§ **TASK ITEM**
Please restate the records that follow exactly, skipping their images.
· · · · ·
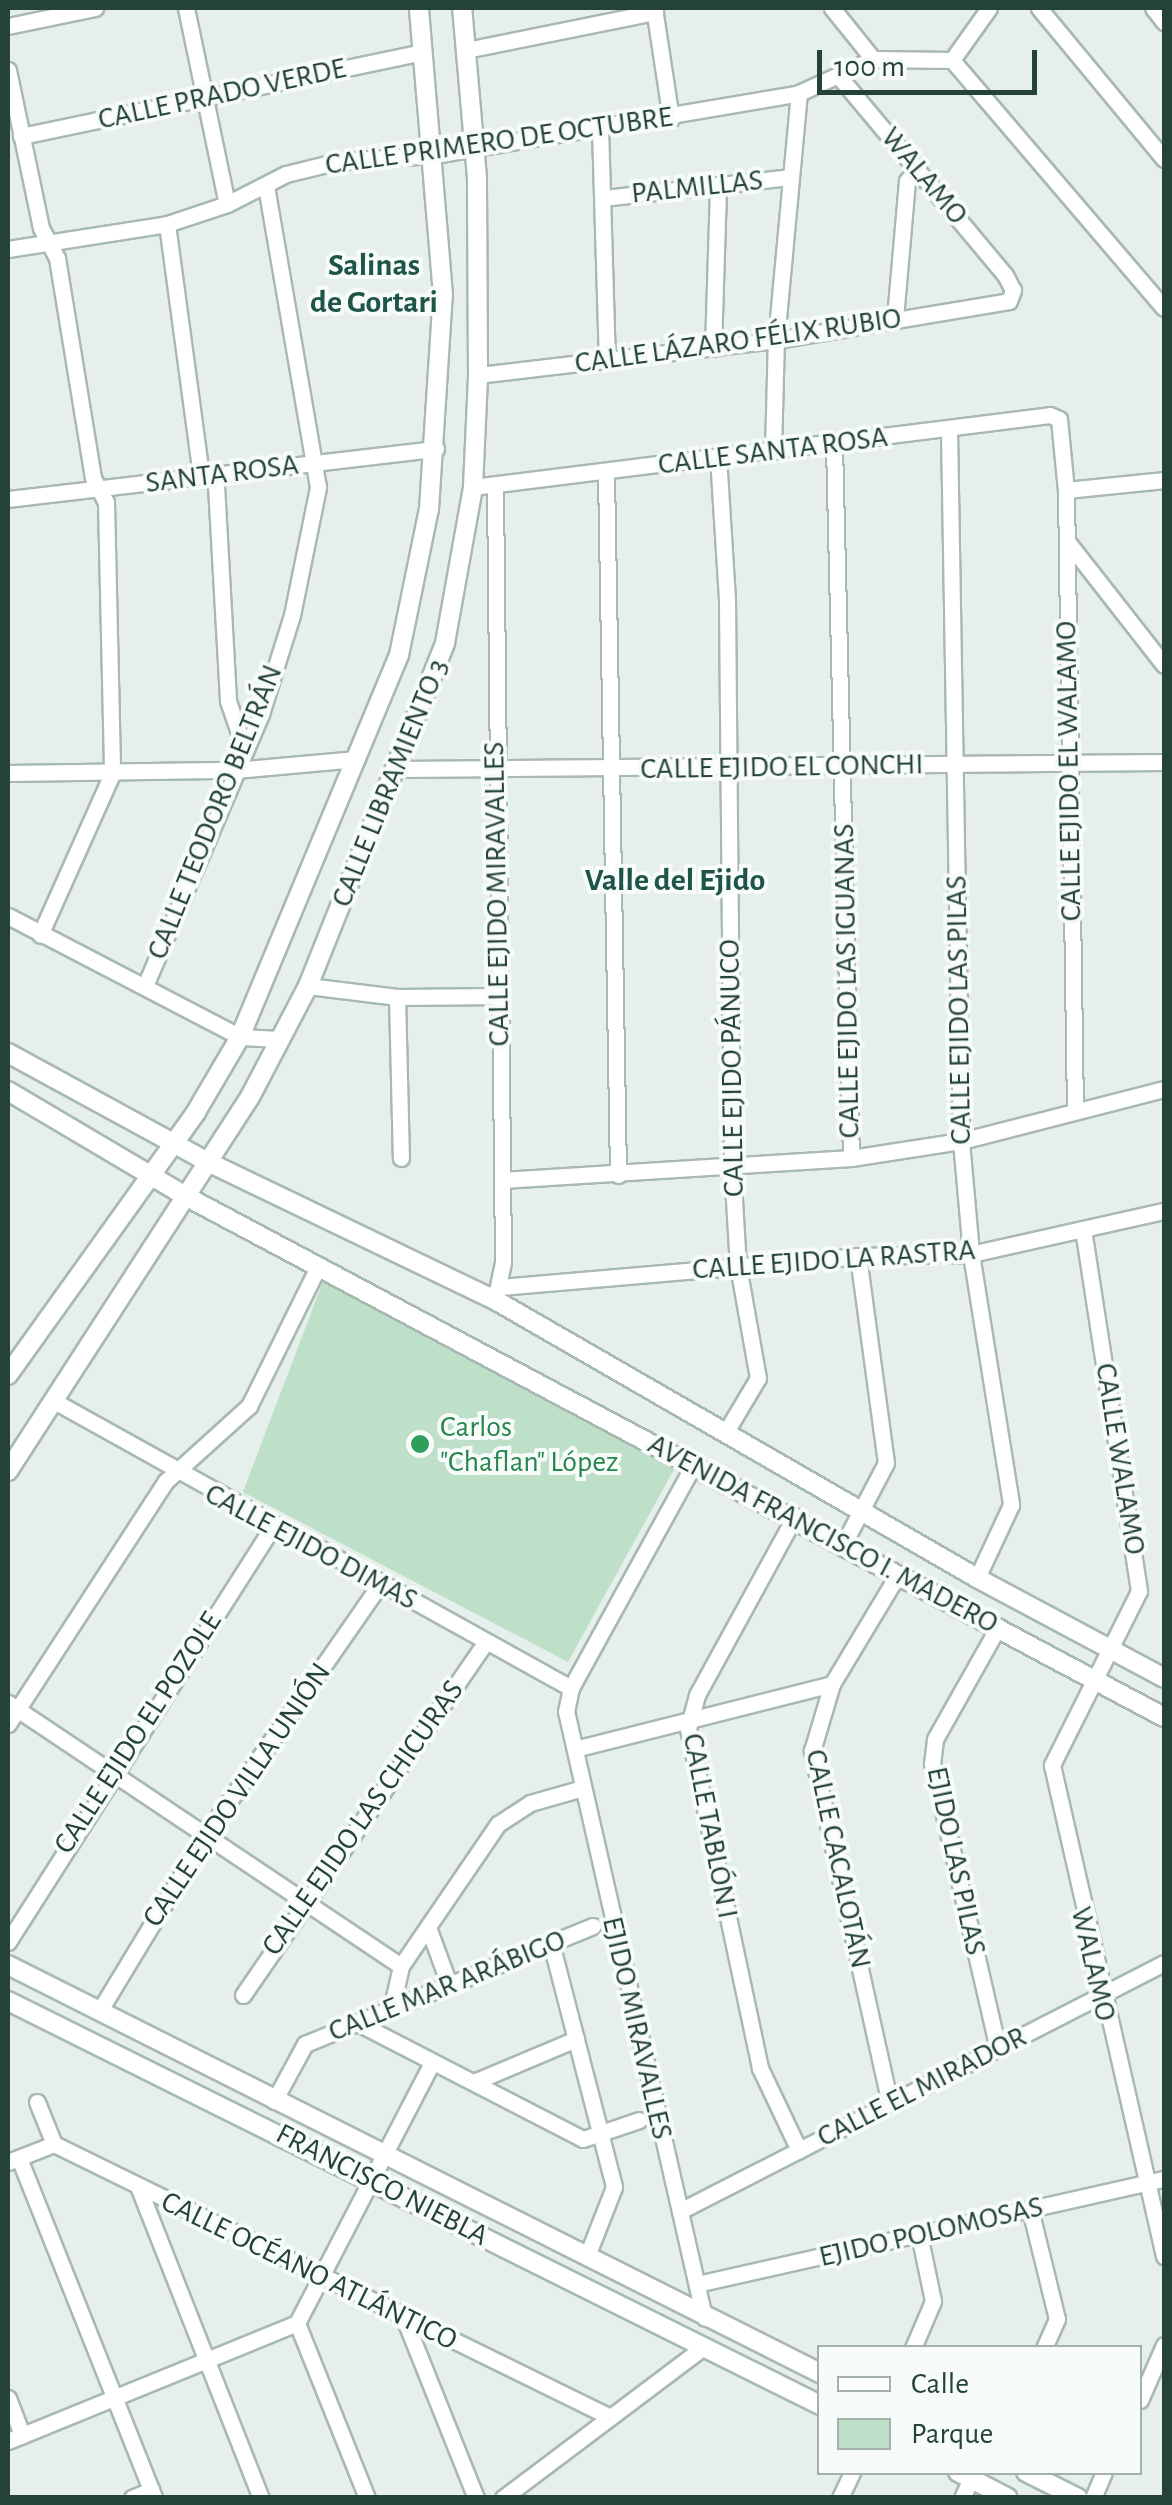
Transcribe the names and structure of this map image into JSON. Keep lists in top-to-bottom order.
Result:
{
  "streets": {
    "street": [
      "CALLE PRADO VERDE",
      "CALLE PRIMERO DE OCTUBRE",
      "WALAMO",
      "PALMILLAS",
      "CALLE LÁZARO FÉLIX RUBIO",
      "CALLE SANTA ROSA",
      "SANTA ROSA",
      "CALLE EJIDO EL CONCHI",
      "CALLE EJIDO EL WALAMO",
      "CALLE LIBRAMIENTO 3",
      "CALLE TEODORO BELTRÁN",
      "CALLE EJIDO MIRAVALLES",
      "CALLE EJIDO LAS IGUANAS",
      "CALLE EJIDO LAS PILAS",
      "CALLE EJIDO PÁNUCO",
      "CALLE EJIDO LA RASTRA",
      "CALLE WALAMO",
      "AVENIDA FRANCISCO I. MADERO",
      "CALLE EJIDO DIMAS",
      "CALLE EJIDO EL POZOLE",
      "CALLE EJIDO VILLA UNIÓN",
      "CALLE EJIDO LAS CHICURAS",
      "CALLE TABLÓN I",
      "CALLE CACALOTÁN",
      "EJIDO LAS PILAS",
      "CALLE MAR ARÁBIGO",
      "EJIDO MIRAVALLES",
      "CALLE EL MIRADOR",
      "FRANCISCO NIEBLA",
      "EJIDO POLOMOSAS",
      "CALLE OCÉANO ATLÁNTICO"
    ]
  },
  "crossings": [
    ["CALLE PRADO VERDE", "CALLE LIBRAMIENTO 3"],
    ["CALLE PRIMERO DE OCTUBRE", "WALAMO"],
    ["CALLE PRIMERO DE OCTUBRE", "CALLE LIBRAMIENTO 3"],
    ["CALLE PRIMERO DE OCTUBRE", "CALLE TEODORO BELTRÁN"],
    ["WALAMO", "CALLE LÁZARO FÉLIX RUBIO"],
    ["WALAMO", "CALLE WALAMO"],
    ["WALAMO", "AVENIDA FRANCISCO I. MADERO"],
    ["WALAMO", "CALLE EL MIRADOR"],
    ["WALAMO", "EJIDO POLOMOSAS"],
    ["CALLE LÁZARO FÉLIX RUBIO", "CALLE LIBRAMIENTO 3"],
    ["CALLE SANTA ROSA", "CALLE EJIDO EL WALAMO"],
    ["CALLE SANTA ROSA", "CALLE LIBRAMIENTO 3"],
    ["CALLE SANTA ROSA", "CALLE EJIDO MIRAVALLES"],
    ["CALLE SANTA ROSA", "CALLE EJIDO LAS IGUANAS"],
    ["CALLE SANTA ROSA", "CALLE EJIDO LAS PILAS"],
    ["CALLE SANTA ROSA", "CALLE EJIDO PÁNUCO"],
    ["SANTA ROSA", "CALLE LIBRAMIENTO 3"],
    ["SANTA ROSA", "CALLE TEODORO BELTRÁN"],
    ["CALLE EJIDO EL CONCHI", "CALLE EJIDO EL WALAMO"],
    ["CALLE EJIDO EL CONCHI", "CALLE LIBRAMIENTO 3"],
    ["CALLE EJIDO EL CONCHI", "CALLE EJIDO MIRAVALLES"],
    ["CALLE EJIDO EL CONCHI", "CALLE EJIDO LAS IGUANAS"],
    ["CALLE EJIDO EL CONCHI", "CALLE EJIDO LAS PILAS"],
    ["CALLE EJIDO EL CONCHI", "CALLE EJIDO PÁNUCO"],
    ["CALLE LIBRAMIENTO 3", "AVENIDA FRANCISCO I. MADERO"],
    ["CALLE LIBRAMIENTO 3", "CALLE EJIDO DIMAS"],
    ["CALLE EJIDO MIRAVALLES", "CALLE EJIDO LA RASTRA"],
    ["CALLE EJIDO MIRAVALLES", "AVENIDA FRANCISCO I. MADERO"],
    ["CALLE EJIDO LAS PILAS", "CALLE EJIDO LA RASTRA"],
    ["CALLE EJIDO LAS PILAS", "AVENIDA FRANCISCO I. MADERO"],
    ["CALLE EJIDO PÁNUCO", "CALLE EJIDO LA RASTRA"],
    ["CALLE EJIDO PÁNUCO", "AVENIDA FRANCISCO I. MADERO"],
    ["CALLE EJIDO LA RASTRA", "CALLE WALAMO"],
    ["CALLE EJIDO LA RASTRA", "AVENIDA FRANCISCO I. MADERO"],
    ["CALLE WALAMO", "AVENIDA FRANCISCO I. MADERO"],
    ["AVENIDA FRANCISCO I. MADERO", "CALLE TABLÓN I"],
    ["AVENIDA FRANCISCO I. MADERO", "CALLE CACALOTÁN"],
    ["AVENIDA FRANCISCO I. MADERO", "EJIDO LAS PILAS"],
    ["CALLE EJIDO DIMAS", "CALLE EJIDO EL POZOLE"],
    ["CALLE EJIDO DIMAS", "CALLE EJIDO VILLA UNIÓN"],
    ["CALLE EJIDO DIMAS", "CALLE EJIDO LAS CHICURAS"],
    ["CALLE EJIDO DIMAS", "EJIDO MIRAVALLES"],
    ["CALLE EJIDO VILLA UNIÓN", "FRANCISCO NIEBLA"],
    ["CALLE TABLÓN I", "CALLE EL MIRADOR"],
    ["CALLE CACALOTÁN", "CALLE EL MIRADOR"],
    ["EJIDO LAS PILAS", "CALLE EL MIRADOR"],
    ["CALLE MAR ARÁBIGO", "FRANCISCO NIEBLA"],
    ["EJIDO MIRAVALLES", "CALLE EL MIRADOR"],
    ["EJIDO MIRAVALLES", "FRANCISCO NIEBLA"],
    ["EJIDO MIRAVALLES", "EJIDO POLOMOSAS"]
  ],
  "districts": ["Salinas de Gortari", "Valle del Ejido"],
  "places": ["Carlos \"Chaflan\" López"],
  "legend": ["Calle", "Parque"],
  "scale_bar": "100 m"
}
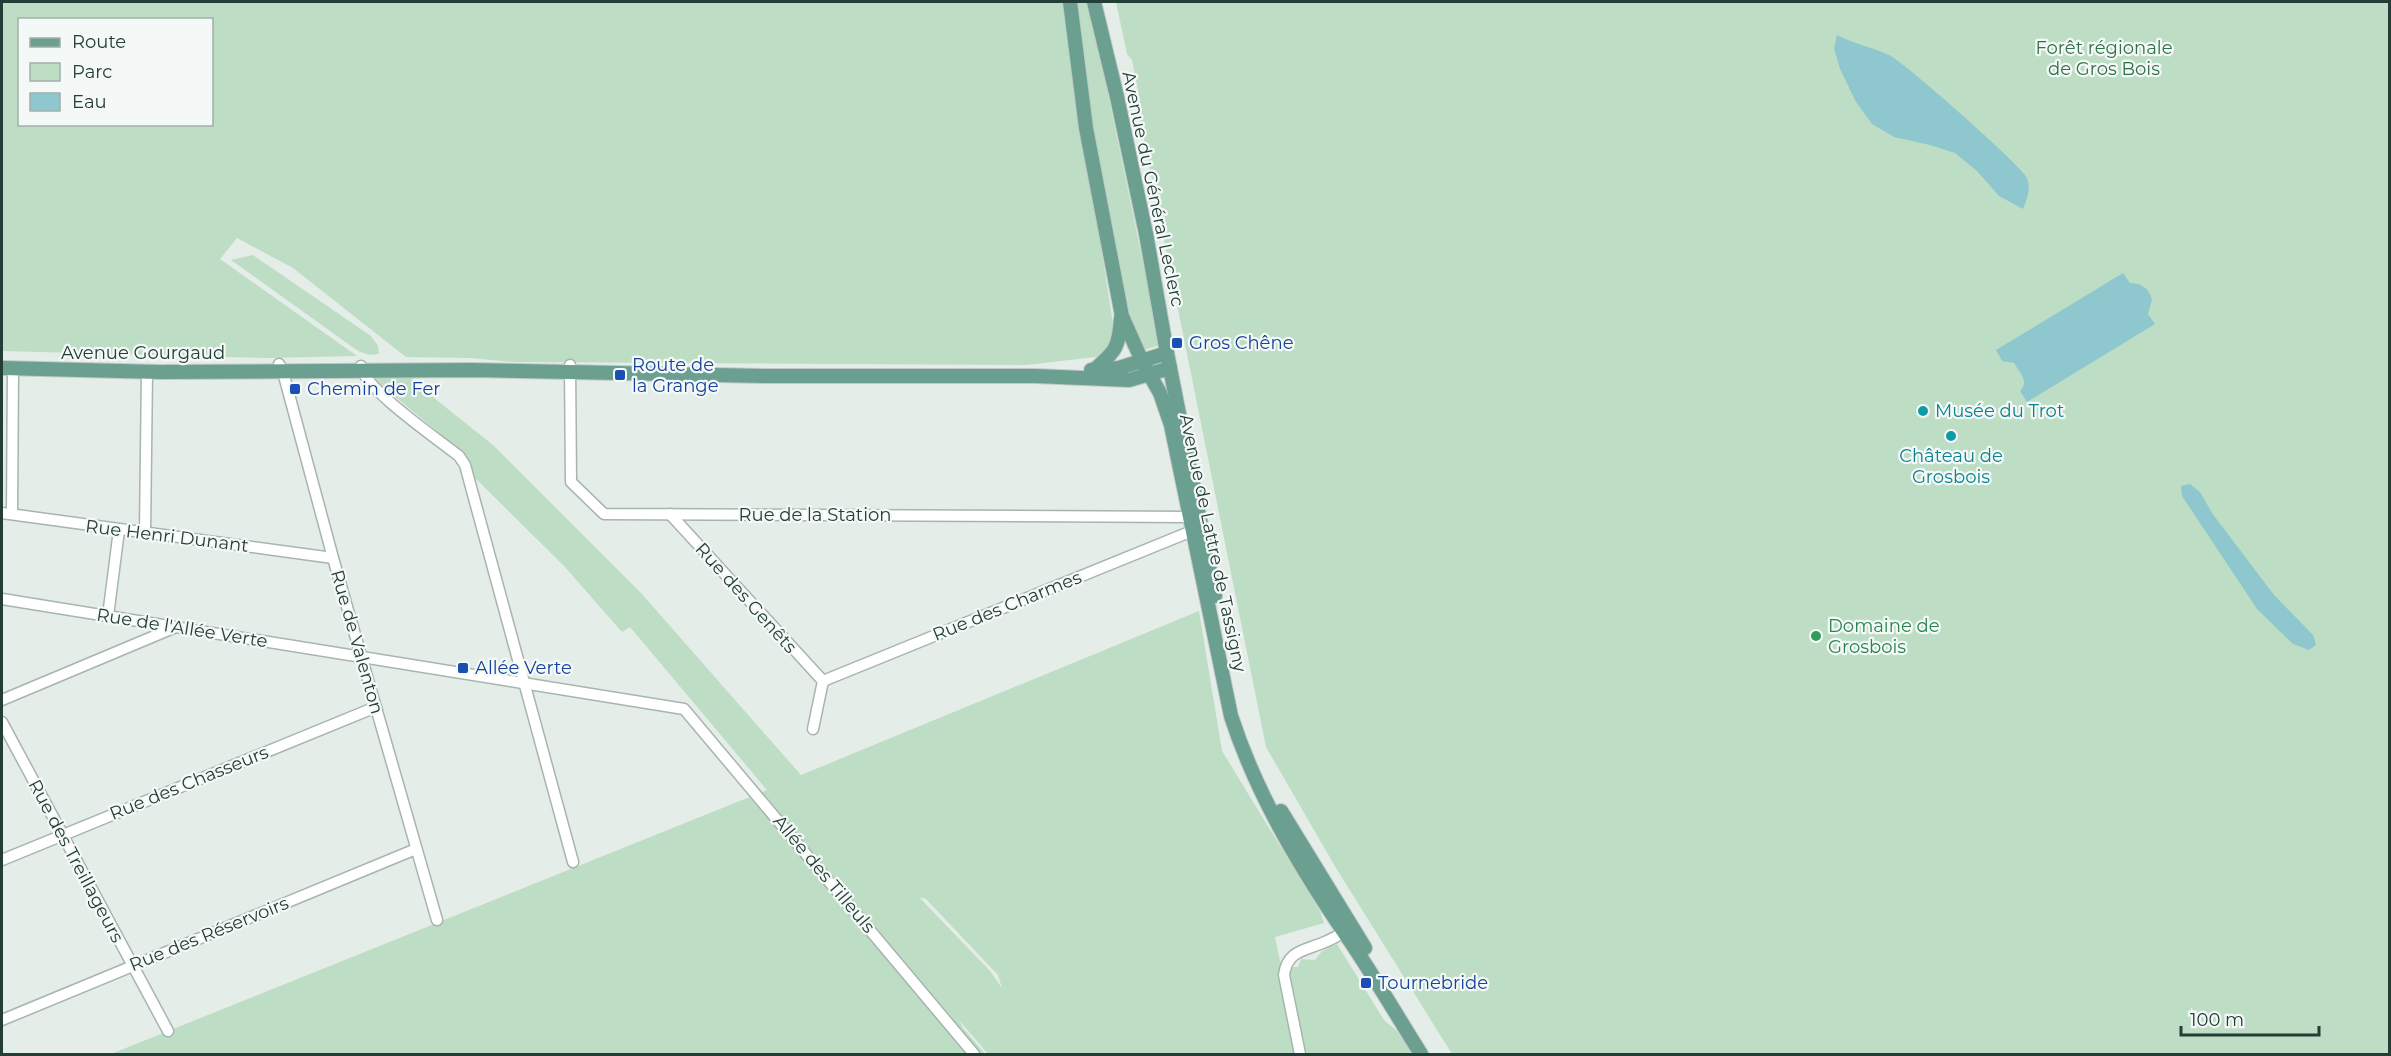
· · · · ·
§ **ANSWER**
Transcribe the names and structure of this map image into JSON. Keep lists in top-to-bottom order.
Result:
{
  "streets": {
    "street": [
      "CALLE PRADO VERDE",
      "CALLE PRIMERO DE OCTUBRE",
      "WALAMO",
      "PALMILLAS",
      "CALLE LÁZARO FÉLIX RUBIO",
      "CALLE SANTA ROSA",
      "SANTA ROSA",
      "CALLE EJIDO EL CONCHI",
      "CALLE EJIDO EL WALAMO",
      "CALLE LIBRAMIENTO 3",
      "CALLE TEODORO BELTRÁN",
      "CALLE EJIDO MIRAVALLES",
      "CALLE EJIDO LAS IGUANAS",
      "CALLE EJIDO LAS PILAS",
      "CALLE EJIDO PÁNUCO",
      "CALLE EJIDO LA RASTRA",
      "CALLE WALAMO",
      "AVENIDA FRANCISCO I. MADERO",
      "CALLE EJIDO DIMAS",
      "CALLE EJIDO EL POZOLE",
      "CALLE EJIDO VILLA UNIÓN",
      "CALLE EJIDO LAS CHICURAS",
      "CALLE TABLÓN I",
      "CALLE CACALOTÁN",
      "EJIDO LAS PILAS",
      "CALLE MAR ARÁBIGO",
      "EJIDO MIRAVALLES",
      "CALLE EL MIRADOR",
      "FRANCISCO NIEBLA",
      "EJIDO POLOMOSAS",
      "CALLE OCÉANO ATLÁNTICO"
    ]
  },
  "crossings": [
    ["CALLE PRADO VERDE", "CALLE LIBRAMIENTO 3"],
    ["CALLE PRIMERO DE OCTUBRE", "WALAMO"],
    ["CALLE PRIMERO DE OCTUBRE", "CALLE LIBRAMIENTO 3"],
    ["CALLE PRIMERO DE OCTUBRE", "CALLE TEODORO BELTRÁN"],
    ["WALAMO", "CALLE LÁZARO FÉLIX RUBIO"],
    ["WALAMO", "CALLE WALAMO"],
    ["WALAMO", "AVENIDA FRANCISCO I. MADERO"],
    ["WALAMO", "CALLE EL MIRADOR"],
    ["WALAMO", "EJIDO POLOMOSAS"],
    ["CALLE LÁZARO FÉLIX RUBIO", "CALLE LIBRAMIENTO 3"],
    ["CALLE SANTA ROSA", "CALLE EJIDO EL WALAMO"],
    ["CALLE SANTA ROSA", "CALLE LIBRAMIENTO 3"],
    ["CALLE SANTA ROSA", "CALLE EJIDO MIRAVALLES"],
    ["CALLE SANTA ROSA", "CALLE EJIDO LAS IGUANAS"],
    ["CALLE SANTA ROSA", "CALLE EJIDO LAS PILAS"],
    ["CALLE SANTA ROSA", "CALLE EJIDO PÁNUCO"],
    ["SANTA ROSA", "CALLE LIBRAMIENTO 3"],
    ["SANTA ROSA", "CALLE TEODORO BELTRÁN"],
    ["CALLE EJIDO EL CONCHI", "CALLE EJIDO EL WALAMO"],
    ["CALLE EJIDO EL CONCHI", "CALLE LIBRAMIENTO 3"],
    ["CALLE EJIDO EL CONCHI", "CALLE EJIDO MIRAVALLES"],
    ["CALLE EJIDO EL CONCHI", "CALLE EJIDO LAS IGUANAS"],
    ["CALLE EJIDO EL CONCHI", "CALLE EJIDO LAS PILAS"],
    ["CALLE EJIDO EL CONCHI", "CALLE EJIDO PÁNUCO"],
    ["CALLE LIBRAMIENTO 3", "AVENIDA FRANCISCO I. MADERO"],
    ["CALLE LIBRAMIENTO 3", "CALLE EJIDO DIMAS"],
    ["CALLE EJIDO MIRAVALLES", "CALLE EJIDO LA RASTRA"],
    ["CALLE EJIDO MIRAVALLES", "AVENIDA FRANCISCO I. MADERO"],
    ["CALLE EJIDO LAS PILAS", "CALLE EJIDO LA RASTRA"],
    ["CALLE EJIDO LAS PILAS", "AVENIDA FRANCISCO I. MADERO"],
    ["CALLE EJIDO PÁNUCO", "CALLE EJIDO LA RASTRA"],
    ["CALLE EJIDO PÁNUCO", "AVENIDA FRANCISCO I. MADERO"],
    ["CALLE EJIDO LA RASTRA", "CALLE WALAMO"],
    ["CALLE EJIDO LA RASTRA", "AVENIDA FRANCISCO I. MADERO"],
    ["CALLE WALAMO", "AVENIDA FRANCISCO I. MADERO"],
    ["AVENIDA FRANCISCO I. MADERO", "CALLE TABLÓN I"],
    ["AVENIDA FRANCISCO I. MADERO", "CALLE CACALOTÁN"],
    ["AVENIDA FRANCISCO I. MADERO", "EJIDO LAS PILAS"],
    ["CALLE EJIDO DIMAS", "CALLE EJIDO EL POZOLE"],
    ["CALLE EJIDO DIMAS", "CALLE EJIDO VILLA UNIÓN"],
    ["CALLE EJIDO DIMAS", "CALLE EJIDO LAS CHICURAS"],
    ["CALLE EJIDO DIMAS", "EJIDO MIRAVALLES"],
    ["CALLE EJIDO VILLA UNIÓN", "FRANCISCO NIEBLA"],
    ["CALLE TABLÓN I", "CALLE EL MIRADOR"],
    ["CALLE CACALOTÁN", "CALLE EL MIRADOR"],
    ["EJIDO LAS PILAS", "CALLE EL MIRADOR"],
    ["CALLE MAR ARÁBIGO", "FRANCISCO NIEBLA"],
    ["EJIDO MIRAVALLES", "CALLE EL MIRADOR"],
    ["EJIDO MIRAVALLES", "FRANCISCO NIEBLA"],
    ["EJIDO MIRAVALLES", "EJIDO POLOMOSAS"]
  ],
  "districts": ["Salinas de Gortari", "Valle del Ejido"],
  "places": ["Carlos \"Chaflan\" López"],
  "legend": ["Calle", "Parque"],
  "scale_bar": "100 m"
}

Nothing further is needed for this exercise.